ある ZFSSA から別の ZFSSA へのシェアレベルのレプリケーションを確立したあとで、ターゲット ZFSSA 上でそのレプリケーションを逆向きにすると、レプリケーションスケジュールが破棄されます。そのあと、プロジェクトレベルでレプリケーションアクションが作成されます。これには、正しいターゲット ZFSSA が設定され、スケジュールは含まれていません。
前述のとおり、この機能は通常、2 システムによる障害回復構成を実装するために使用されます。この構成では、プライマリシステムが本番データを処理し、それをセカンダリ (DR) システムにレプリケートします。このシステムは、別のデータセンターに置かれている場合が多く、プライマリサイトで障害が発生した場合に本番トラフィックを引き継ぐために待機しています。プライマリサイトで障害が発生した場合は、本番トラフィックをセカンダリサイトにリダイレクトし、セカンダリサイトのコピーを書き込み可能にして「プライマリ」にする必要があります。プライマリサイトが修復されたら、セカンダリサイトに蓄積された変更をレプリケートしてプライマリサイトに戻し、そのサイトで本番負荷の処理を再開できます。

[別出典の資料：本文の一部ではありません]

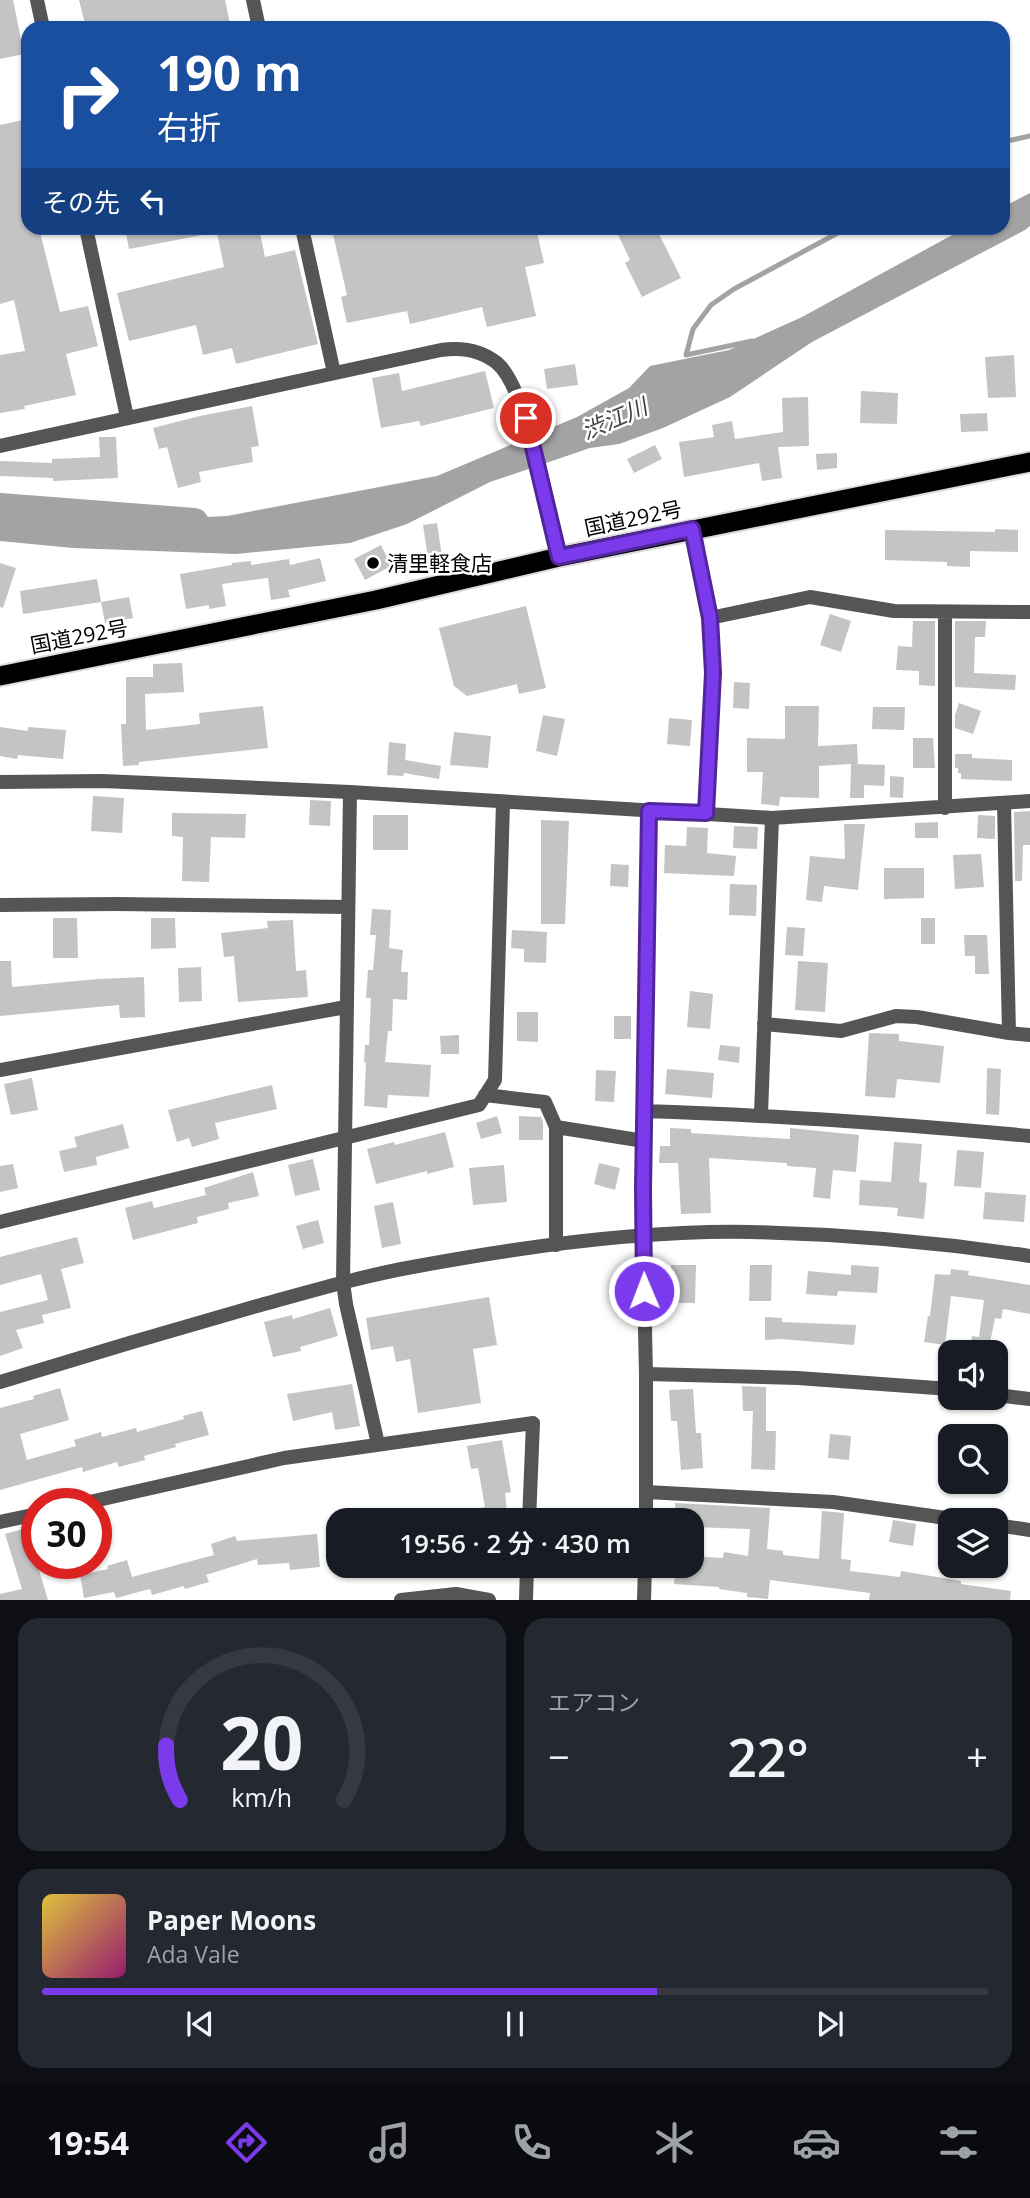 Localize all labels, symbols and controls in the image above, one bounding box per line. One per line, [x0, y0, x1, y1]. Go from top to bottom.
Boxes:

そのような計画では、通常は次のような順序でイベントが発生します。
プライマリシステムが本番負荷を処理し、それをセカンダリシステムにレプリケートしています。
プライマリサイトで完全なシステム障害になるような災害が発生します。管理者がセカンダリサイトでレプリケーションの方向を逆にし、レプリケートされたシェアを新しいプロジェクトにエクスポートします。このプロジェクトは、プライマリサービスが復元されたときにプライマリサイトにレプリケートして戻すように構成されています。その一方で、本番負荷はセカンダリサイトにリダイレクトされます。
プライマリサイトがオンラインに戻ったら、管理者がセカンダリサイトからプライマリサイトへのレプリケーション更新を開始します。これにより、プライマリのコピーがレプリケーションパッケージに変換され、ターゲットへの (障害の前の) 最後の正常な更新のあとに加えられた変更がすべてロールバックされます。プライマリサイトのコピーが最新の状態になったら、管理者はプライマリサイトのコピーを書き込み可能にして、レプリケーションの方向を再度逆にします。本番トラフィックがプライマリサイトにリダイレクトされて戻されます。プライマリサイトからセカンダリサイトへのレプリケーションが再開され、プライマリコピーとセカンダリコピーの間の最初の関係が復元されます。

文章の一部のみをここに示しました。